Active Surveillance After Neoadjuvant Adebrelimab Combined With Chemoradiotherapy for Resectable ESCC

Launched by ZHIGANG LI · Mar 5, 2025

Keywords

ClinConnect Summary

This clinical trial is investigating the use of a new treatment approach for patients with esophageal squamous cell carcinoma (ESCC), a type of cancer affecting the esophagus. Specifically, the trial will offer a "watch-and-wait" strategy to patients who show no signs of remaining cancer after receiving a combination of a medication called adebrelimab and chemoradiotherapy. This means that instead of undergoing surgery right away, these patients will be monitored closely to see how they respond over time. The main goal of the study is to determine the survival rate of participants two years after their initial treatment.

To be eligible for the trial, participants need to be adults aged 18 to 75 with confirmed ESCC that can potentially be removed through surgery. They should not have received prior cancer treatments, and their overall health must meet certain criteria. If someone decides to participate, they will be asked to sign an informed consent form, ensuring they understand the trial's purpose and procedures. Importantly, the trial is not yet recruiting participants, so those interested should keep an eye out for when it starts.

Gender

ALL

Eligibility criteria

• Inclusion Criteria:
• • 1. Subjects signed the informed consent and volunteered to participate in the study.
• • 2. Esophageal squamous cell carcinoma confirmed by histology or cytology.
• • 3. Thoracic esophageal squamous cell carcinoma confirmed by CT or pet-CT, which is classified as cII-III (AJCC 8th).
• • 4. Expect to have R0 resection
• • 5. In age from 18 to 75.
• • 6. ECOG PS: 0\~1.
• • 7. Have not received any anti-tumor treatment for esophageal cancer in the past, including radiotherapy, chemotherapy, surgery, etc.
• • 8. No contraindications to surgery.
• • 9. Has sufficient organ function including (1) Blood routine: NE≥1.5×109/L; PLT≥100×109/L; HGB≥90 g/L (2)Comprehensive Metabolic Panel: bilirubin≤ 1.5×ULN; ALT≤2.5×ULN; AST≤2.5×ULN; sCr≤1.5×ULN or CrCl≥50 mL/min（Cocheroft-Gault) (3) Coagulation function: INR≤1.5; APTT≤1.5×ULN
• • 10. Women of childbearing age must undergo a serological pregnancy test within 72 hrs before first administration.

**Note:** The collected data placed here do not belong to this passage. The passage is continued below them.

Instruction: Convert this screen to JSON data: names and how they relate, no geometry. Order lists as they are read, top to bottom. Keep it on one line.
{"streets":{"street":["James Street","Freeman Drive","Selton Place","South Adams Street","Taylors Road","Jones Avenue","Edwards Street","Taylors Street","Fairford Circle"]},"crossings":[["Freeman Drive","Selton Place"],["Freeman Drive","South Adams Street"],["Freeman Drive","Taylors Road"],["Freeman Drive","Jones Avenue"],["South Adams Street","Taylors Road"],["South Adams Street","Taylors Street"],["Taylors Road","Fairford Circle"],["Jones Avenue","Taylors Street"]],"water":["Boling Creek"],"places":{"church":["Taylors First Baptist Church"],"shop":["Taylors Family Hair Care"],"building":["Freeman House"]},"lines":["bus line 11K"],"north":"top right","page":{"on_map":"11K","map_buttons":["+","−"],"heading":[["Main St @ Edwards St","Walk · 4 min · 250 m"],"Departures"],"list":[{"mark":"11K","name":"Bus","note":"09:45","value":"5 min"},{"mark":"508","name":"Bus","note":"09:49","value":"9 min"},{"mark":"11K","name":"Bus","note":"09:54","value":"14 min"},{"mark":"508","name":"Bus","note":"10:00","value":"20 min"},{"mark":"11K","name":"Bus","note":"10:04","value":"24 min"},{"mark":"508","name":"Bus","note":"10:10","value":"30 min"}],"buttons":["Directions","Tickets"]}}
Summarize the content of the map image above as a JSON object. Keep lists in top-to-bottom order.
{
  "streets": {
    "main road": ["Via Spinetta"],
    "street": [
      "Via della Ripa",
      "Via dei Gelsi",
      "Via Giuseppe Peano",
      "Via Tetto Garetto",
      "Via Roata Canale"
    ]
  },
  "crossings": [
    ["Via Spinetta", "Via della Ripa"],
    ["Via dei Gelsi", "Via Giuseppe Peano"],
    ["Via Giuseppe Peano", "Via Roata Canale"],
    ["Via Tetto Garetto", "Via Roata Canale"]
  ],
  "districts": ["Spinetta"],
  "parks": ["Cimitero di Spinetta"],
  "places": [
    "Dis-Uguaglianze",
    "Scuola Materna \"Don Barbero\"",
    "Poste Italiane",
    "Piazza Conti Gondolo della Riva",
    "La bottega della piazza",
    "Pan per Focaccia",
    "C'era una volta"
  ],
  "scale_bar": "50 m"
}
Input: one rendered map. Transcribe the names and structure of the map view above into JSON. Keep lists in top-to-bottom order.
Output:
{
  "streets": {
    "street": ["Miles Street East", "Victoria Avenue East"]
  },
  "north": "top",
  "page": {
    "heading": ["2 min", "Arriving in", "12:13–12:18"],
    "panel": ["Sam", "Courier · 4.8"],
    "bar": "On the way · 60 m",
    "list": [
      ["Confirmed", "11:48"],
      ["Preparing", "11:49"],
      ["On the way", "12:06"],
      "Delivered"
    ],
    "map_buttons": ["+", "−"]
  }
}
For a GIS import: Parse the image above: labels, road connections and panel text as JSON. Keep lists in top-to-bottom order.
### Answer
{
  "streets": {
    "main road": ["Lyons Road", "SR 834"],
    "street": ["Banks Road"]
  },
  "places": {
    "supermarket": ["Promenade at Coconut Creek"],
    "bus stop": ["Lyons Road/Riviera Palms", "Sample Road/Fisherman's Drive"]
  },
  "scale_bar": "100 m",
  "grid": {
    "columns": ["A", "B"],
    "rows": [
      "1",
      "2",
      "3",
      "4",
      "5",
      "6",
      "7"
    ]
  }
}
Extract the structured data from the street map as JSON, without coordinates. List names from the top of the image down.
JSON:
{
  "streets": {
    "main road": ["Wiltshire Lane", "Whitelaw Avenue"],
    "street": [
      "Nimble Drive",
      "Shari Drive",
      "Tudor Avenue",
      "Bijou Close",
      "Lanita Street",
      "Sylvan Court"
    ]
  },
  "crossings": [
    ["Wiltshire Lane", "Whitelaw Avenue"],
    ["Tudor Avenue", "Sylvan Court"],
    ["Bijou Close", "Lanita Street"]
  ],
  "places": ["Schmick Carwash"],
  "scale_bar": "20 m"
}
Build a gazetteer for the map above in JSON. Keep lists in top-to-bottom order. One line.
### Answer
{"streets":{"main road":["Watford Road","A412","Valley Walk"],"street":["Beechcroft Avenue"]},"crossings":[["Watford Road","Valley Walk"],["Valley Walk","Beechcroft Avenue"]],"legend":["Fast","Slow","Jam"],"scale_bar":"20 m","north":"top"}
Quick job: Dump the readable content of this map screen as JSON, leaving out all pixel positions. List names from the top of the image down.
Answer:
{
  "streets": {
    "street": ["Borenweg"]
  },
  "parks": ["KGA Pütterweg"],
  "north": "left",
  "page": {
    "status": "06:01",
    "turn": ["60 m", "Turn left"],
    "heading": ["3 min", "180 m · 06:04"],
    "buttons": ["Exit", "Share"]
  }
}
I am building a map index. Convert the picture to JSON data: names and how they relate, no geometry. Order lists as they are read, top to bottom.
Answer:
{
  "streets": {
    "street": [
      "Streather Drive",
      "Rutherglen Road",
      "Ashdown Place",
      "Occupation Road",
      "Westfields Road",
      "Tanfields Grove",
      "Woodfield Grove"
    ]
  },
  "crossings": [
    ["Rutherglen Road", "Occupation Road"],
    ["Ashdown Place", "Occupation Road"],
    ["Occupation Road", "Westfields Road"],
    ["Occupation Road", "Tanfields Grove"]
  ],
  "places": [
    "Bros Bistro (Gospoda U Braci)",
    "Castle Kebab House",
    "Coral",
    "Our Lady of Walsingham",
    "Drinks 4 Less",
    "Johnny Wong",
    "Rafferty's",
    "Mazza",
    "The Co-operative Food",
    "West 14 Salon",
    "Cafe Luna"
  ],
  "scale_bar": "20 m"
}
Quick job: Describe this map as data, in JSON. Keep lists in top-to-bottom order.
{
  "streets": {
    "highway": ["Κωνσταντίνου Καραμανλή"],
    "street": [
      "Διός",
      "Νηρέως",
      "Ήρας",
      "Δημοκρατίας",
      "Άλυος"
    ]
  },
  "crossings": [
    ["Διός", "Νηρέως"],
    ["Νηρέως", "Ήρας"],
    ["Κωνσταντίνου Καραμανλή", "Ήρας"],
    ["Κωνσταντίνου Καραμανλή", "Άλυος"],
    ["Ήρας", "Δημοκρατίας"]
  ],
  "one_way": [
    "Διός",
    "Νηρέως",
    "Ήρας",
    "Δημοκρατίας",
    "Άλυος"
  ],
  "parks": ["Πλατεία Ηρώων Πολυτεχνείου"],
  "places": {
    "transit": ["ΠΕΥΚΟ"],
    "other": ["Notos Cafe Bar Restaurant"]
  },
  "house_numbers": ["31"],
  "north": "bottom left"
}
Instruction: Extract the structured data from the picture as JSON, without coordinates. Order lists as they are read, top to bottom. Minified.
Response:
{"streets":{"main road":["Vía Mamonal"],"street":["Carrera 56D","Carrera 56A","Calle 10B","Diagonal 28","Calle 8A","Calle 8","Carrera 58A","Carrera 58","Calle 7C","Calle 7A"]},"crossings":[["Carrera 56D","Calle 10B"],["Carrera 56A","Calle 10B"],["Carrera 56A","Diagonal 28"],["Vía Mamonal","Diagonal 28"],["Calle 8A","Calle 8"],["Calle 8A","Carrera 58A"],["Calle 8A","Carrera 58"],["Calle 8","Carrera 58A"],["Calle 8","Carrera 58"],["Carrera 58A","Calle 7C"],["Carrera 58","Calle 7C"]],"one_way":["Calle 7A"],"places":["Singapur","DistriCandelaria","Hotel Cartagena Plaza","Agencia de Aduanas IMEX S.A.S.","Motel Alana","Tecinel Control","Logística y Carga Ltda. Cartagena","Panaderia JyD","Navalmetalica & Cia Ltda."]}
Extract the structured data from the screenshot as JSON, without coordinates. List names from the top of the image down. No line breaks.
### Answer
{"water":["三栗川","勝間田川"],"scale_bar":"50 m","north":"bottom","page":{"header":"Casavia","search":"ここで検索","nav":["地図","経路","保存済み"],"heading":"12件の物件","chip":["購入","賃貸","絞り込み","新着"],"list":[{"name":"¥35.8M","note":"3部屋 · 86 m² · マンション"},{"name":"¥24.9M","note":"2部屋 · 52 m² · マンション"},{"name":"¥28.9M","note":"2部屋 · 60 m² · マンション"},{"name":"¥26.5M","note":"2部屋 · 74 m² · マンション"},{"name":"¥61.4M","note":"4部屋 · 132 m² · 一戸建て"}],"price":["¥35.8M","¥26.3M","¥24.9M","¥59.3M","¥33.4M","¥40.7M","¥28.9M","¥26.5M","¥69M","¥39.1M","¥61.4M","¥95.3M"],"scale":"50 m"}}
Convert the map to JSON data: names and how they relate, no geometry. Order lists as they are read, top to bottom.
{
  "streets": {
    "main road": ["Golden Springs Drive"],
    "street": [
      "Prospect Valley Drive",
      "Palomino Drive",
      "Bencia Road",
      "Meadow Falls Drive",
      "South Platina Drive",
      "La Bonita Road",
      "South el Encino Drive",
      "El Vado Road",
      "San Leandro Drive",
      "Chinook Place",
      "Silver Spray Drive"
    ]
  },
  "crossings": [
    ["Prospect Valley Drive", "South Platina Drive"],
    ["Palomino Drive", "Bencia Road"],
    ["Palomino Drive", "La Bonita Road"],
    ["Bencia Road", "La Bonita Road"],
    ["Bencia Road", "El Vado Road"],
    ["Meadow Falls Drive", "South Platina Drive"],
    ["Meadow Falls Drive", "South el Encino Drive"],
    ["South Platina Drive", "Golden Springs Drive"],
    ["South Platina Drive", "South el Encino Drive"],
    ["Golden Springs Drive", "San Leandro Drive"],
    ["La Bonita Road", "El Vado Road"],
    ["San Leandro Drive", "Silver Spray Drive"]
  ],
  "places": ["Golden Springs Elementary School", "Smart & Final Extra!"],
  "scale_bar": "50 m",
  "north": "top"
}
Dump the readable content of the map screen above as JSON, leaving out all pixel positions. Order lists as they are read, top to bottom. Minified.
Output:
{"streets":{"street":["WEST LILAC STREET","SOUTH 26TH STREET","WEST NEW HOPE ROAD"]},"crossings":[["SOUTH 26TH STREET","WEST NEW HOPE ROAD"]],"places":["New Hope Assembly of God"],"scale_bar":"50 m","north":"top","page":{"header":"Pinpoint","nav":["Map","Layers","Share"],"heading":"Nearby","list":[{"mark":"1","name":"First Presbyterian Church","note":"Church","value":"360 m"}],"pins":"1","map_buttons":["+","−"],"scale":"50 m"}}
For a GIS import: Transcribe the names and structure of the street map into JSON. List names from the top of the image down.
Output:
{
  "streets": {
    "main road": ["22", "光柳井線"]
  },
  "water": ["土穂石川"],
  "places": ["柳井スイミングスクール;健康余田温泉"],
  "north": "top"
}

Women of childbearing age, or male subjects with childbearing age female partners, must take contraceptive measures from the first dose to three months after last administration.
• • 11. Good compliance, willing to comply with follow-up schedules.
• Exclusion Criteria:
• 1. Subjects have received or are receiving any of:
• • 1. anti-tumor interventions such as radiotherapy, chemotherapy, or other medications.
• • 2. immunosuppressants or systemic glucosteroids (prednisone equivalence\> 10mg/d) within 2 weeks before the first administration, inhaled or topical use of glucosteroids (prednisone equivalence\>10mg/d) is allowed if no known active autoimmune disease.
• • 3. live vaccine within 4 weeks before the first administration.
• • 4. major surgery or major injury within 4 weeks before the first administration.
• • 2. Cancer-related exclusion criteria
• • 1. other cancers instead of ESCC
• • 2. unresectable or metastatic ESCC
• • 3. not comply with cⅡ-Ⅲ（cT2N1-2M0 or cT3N0-2M0, AJCC 8th）
• • 4. Subjects with other malignant tumors within 5 years before the first administration, but subjects with cervical carcinoma in situ, skin basal cell carcinoma, skin squamous cell carcinoma, localized prostate cancer received radical surgery and ductal carcinoma in situ that have received radical treatment and do not need other treatment can be included)
• • 3. Other criteria
• • 1. Subjects have uncontrolled cardiovascular diseases, such as 1) heart failure ≥ NYHA class 2, 2) unstable angina 3) myocardial infarction within 1 year; 4) supraventricular or ventricular arrhythmia that needs treatment
• • 2. Subjects with any known active autoimmune disease
• • 3. Pregnant or breastfeeding female
• • 4. Presence of allergy or hypersensitivity to investigational medications
• • 5. HIV-positive or active hepatitis B (HBsAg positive and HBV-DNA ≥2000 IU/ml or ≥ 104 copies/mL) or active hepatitis C (HCV antibody positive) or active tuberculosis
• • 6. Investigators assessed there might be other factors that cause subjects to withdraw.